The fund is part of the asset manager’s ‘BetaBuilders’ product suite, which it markets as low-cost, passively managed ETFs ideally suited as portfolio building blocks.
The fund is linked to the proprietary JP Morgan Government Bond Index United States, providing exposure to US Treasuries, while also hedging GBP/USD currency risk at the share class level.
The index is market-cap-weighted and composed of dollar-denominated domestic government debt securities issued by the United States. Only fixed coupon bonds that are regularly priced and regularly traded are eligible for inclusion in the index, providing a liquid benchmark that can be replicated without incurring excessive transaction costs.
The portfolio management team deploy an optimisation-based investment approach to minimise tracking error versus the index, while also taking into account considerations such as liquidity and transaction costs.
John Adu, Co-Head of ETF Distribution at JP Morgan Asset Management, said, “We’re continuing to listen to and respond to clients’ needs for a range of cost-efficient solutions that are geared towards this late cycle environment. This includes currency-hedged ETFs which can help asset allocators create more balanced portfolios, as they seek to navigate an evolving macro backdrop.”
Mike Bell, Global Market Strategist at JP Morgan Asset Management, added, “While the timing of the next downturn remains uncertain, many investors are starting to add in some portfolio hedges to help balance the riskier assets in their portfolio, as we move later into the economic cycle.

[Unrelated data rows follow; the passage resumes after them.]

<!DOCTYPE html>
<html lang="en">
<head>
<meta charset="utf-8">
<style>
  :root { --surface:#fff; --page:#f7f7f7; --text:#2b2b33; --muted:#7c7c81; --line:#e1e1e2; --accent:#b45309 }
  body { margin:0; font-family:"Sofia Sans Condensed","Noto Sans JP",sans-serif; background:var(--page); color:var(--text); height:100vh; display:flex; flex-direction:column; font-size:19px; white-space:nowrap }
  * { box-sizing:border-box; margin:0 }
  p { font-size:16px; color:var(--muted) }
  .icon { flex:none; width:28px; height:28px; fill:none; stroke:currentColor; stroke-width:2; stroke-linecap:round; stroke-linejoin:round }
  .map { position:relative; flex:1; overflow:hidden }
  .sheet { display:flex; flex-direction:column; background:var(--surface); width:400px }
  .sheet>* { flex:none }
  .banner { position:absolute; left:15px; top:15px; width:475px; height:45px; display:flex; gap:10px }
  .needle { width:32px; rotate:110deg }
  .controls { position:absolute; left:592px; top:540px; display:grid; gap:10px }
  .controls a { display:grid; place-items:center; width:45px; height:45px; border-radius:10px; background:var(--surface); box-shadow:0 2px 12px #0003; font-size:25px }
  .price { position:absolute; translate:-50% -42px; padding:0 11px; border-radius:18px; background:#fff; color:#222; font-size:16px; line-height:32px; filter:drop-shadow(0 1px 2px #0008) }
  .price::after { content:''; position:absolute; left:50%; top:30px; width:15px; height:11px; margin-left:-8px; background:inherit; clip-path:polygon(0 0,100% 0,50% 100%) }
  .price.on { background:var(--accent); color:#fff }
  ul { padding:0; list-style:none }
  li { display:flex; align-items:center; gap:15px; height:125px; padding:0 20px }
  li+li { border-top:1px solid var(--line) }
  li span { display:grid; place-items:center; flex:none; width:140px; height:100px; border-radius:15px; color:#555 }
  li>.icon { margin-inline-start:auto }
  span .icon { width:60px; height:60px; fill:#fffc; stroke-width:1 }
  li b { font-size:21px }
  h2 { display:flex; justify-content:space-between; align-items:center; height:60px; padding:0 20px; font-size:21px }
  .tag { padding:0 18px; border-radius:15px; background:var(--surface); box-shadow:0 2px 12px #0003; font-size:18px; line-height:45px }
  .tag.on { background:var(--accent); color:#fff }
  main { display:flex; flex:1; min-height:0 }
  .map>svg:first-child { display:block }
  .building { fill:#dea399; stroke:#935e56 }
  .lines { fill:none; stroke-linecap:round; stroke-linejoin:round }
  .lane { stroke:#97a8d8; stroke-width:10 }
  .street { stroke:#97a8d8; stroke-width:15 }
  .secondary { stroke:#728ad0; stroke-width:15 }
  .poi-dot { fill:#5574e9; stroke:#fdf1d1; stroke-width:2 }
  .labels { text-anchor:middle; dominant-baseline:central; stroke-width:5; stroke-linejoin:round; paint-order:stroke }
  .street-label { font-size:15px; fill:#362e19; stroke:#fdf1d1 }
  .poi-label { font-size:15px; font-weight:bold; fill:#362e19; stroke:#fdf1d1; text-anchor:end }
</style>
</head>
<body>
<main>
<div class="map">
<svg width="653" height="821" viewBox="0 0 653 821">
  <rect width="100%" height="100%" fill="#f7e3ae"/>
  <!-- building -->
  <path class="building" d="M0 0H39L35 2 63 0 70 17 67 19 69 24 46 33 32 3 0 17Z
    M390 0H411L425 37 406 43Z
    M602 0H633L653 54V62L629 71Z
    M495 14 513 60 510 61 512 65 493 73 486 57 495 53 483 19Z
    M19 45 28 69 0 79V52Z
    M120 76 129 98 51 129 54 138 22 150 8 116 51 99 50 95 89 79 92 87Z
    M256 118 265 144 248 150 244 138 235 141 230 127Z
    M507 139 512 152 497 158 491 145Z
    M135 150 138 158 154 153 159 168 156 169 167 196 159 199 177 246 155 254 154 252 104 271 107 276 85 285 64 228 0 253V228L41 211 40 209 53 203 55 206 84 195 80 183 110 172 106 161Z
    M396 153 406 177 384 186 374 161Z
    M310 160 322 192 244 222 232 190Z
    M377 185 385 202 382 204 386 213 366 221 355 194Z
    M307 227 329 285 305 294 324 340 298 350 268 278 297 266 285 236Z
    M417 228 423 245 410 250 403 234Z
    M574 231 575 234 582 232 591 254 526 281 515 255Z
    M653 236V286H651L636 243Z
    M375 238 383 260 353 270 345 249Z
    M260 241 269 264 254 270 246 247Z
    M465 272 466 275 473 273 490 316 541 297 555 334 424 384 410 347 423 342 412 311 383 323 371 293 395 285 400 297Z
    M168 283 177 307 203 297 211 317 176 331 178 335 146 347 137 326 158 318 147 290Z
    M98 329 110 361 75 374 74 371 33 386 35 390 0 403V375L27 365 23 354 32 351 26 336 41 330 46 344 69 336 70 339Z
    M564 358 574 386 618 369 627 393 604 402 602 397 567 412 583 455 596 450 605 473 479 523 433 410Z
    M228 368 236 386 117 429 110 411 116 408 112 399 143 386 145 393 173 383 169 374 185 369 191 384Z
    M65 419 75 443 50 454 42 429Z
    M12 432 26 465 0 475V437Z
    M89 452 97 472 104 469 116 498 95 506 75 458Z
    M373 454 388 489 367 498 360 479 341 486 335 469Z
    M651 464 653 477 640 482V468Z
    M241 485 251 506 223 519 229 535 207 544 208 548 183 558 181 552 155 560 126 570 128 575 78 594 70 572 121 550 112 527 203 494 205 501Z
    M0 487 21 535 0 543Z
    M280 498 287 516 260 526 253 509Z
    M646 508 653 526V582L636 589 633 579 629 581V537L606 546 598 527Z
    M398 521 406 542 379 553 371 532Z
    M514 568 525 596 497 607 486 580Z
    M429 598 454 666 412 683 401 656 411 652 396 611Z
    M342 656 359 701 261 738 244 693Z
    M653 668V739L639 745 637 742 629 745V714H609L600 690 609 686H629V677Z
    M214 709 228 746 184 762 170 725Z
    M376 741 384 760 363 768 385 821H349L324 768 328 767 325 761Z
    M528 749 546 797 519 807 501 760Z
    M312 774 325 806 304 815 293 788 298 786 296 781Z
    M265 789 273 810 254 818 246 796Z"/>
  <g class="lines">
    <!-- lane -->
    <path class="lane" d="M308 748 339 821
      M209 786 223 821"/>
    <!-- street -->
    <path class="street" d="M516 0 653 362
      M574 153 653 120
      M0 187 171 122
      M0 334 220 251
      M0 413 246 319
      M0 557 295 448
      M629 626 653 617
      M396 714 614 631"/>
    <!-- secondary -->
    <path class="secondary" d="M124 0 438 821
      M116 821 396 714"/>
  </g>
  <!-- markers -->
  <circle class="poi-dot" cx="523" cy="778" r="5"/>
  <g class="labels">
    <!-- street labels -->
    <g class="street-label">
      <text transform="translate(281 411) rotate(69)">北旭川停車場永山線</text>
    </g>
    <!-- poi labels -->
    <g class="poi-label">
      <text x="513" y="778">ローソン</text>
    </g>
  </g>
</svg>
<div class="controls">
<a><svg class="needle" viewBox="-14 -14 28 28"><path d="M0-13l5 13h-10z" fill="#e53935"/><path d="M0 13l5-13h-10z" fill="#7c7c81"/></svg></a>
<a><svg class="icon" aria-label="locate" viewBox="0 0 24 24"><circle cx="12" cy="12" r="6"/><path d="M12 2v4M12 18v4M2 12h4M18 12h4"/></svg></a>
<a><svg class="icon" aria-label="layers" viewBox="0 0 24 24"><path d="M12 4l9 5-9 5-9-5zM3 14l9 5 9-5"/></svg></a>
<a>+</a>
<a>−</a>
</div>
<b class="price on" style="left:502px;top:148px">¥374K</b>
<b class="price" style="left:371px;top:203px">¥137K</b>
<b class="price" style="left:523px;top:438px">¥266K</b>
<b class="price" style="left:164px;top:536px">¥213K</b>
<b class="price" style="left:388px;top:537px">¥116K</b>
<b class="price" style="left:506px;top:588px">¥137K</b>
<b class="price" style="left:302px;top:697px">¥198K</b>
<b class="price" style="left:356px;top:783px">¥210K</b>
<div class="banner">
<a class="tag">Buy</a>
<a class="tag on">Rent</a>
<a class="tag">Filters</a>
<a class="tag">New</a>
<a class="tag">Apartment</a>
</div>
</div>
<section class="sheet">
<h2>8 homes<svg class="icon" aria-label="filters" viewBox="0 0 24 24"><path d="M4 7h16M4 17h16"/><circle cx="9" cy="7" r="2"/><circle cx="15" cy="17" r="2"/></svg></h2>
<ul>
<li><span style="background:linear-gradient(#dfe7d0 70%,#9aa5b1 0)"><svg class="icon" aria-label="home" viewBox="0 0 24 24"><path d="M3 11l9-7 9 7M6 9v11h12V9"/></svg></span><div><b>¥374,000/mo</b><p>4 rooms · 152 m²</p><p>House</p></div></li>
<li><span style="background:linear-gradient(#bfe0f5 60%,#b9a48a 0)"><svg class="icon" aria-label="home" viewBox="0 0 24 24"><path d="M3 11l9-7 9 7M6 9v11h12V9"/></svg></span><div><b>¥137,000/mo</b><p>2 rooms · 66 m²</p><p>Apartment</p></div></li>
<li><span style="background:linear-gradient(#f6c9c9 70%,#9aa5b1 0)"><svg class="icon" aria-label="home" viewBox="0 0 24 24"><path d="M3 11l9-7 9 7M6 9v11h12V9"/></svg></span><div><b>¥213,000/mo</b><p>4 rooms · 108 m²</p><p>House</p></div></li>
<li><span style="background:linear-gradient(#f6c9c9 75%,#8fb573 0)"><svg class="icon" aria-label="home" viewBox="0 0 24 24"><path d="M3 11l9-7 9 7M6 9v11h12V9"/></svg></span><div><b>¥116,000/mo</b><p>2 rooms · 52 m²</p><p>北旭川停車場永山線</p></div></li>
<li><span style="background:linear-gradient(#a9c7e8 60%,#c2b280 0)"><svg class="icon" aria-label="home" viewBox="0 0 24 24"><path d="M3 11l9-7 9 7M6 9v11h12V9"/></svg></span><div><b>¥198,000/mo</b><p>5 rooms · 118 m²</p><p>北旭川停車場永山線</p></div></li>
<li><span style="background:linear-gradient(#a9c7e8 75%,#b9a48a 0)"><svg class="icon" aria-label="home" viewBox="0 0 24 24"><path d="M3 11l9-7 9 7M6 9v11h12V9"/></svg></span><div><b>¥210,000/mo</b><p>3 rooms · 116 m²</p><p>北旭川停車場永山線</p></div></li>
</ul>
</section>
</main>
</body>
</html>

By including some Treasuries, investors are seeking to create a more balanced portfolio and help reduce overall portfolio losses when the next economic downturn eventually arrives.
“For UK investors thinking about incorporating US government bond exposure, they may want to consider hedging the currency risk, given the uncertainty around the outlook for sterling against the dollar.”
JP Morgan offers four other BetaBuilders fixed income ETFs in Europe.
The JPM BetaBuilders US Treasury Bond 1-3 yr UCITS ETF (JU13 LN), JPM BetaBuilders UK Gilts 1-5yr UCITS ETF (JG15 LN), and JPM BetaBuilders EUR Govt Bond 1-3 yrs UCITS ETF (JE13 LN) target the short-duration end of the yield curve within the US Treasury, UK gilt, and eurozone government bond markets, respectively, while the JPM BetaBuilders EUR Govt Bond UCITS ETF (BBEG LN) provides exposure to eurozone government bonds from across the yield curve.
All ETFs are offered with TERs of 0.10%.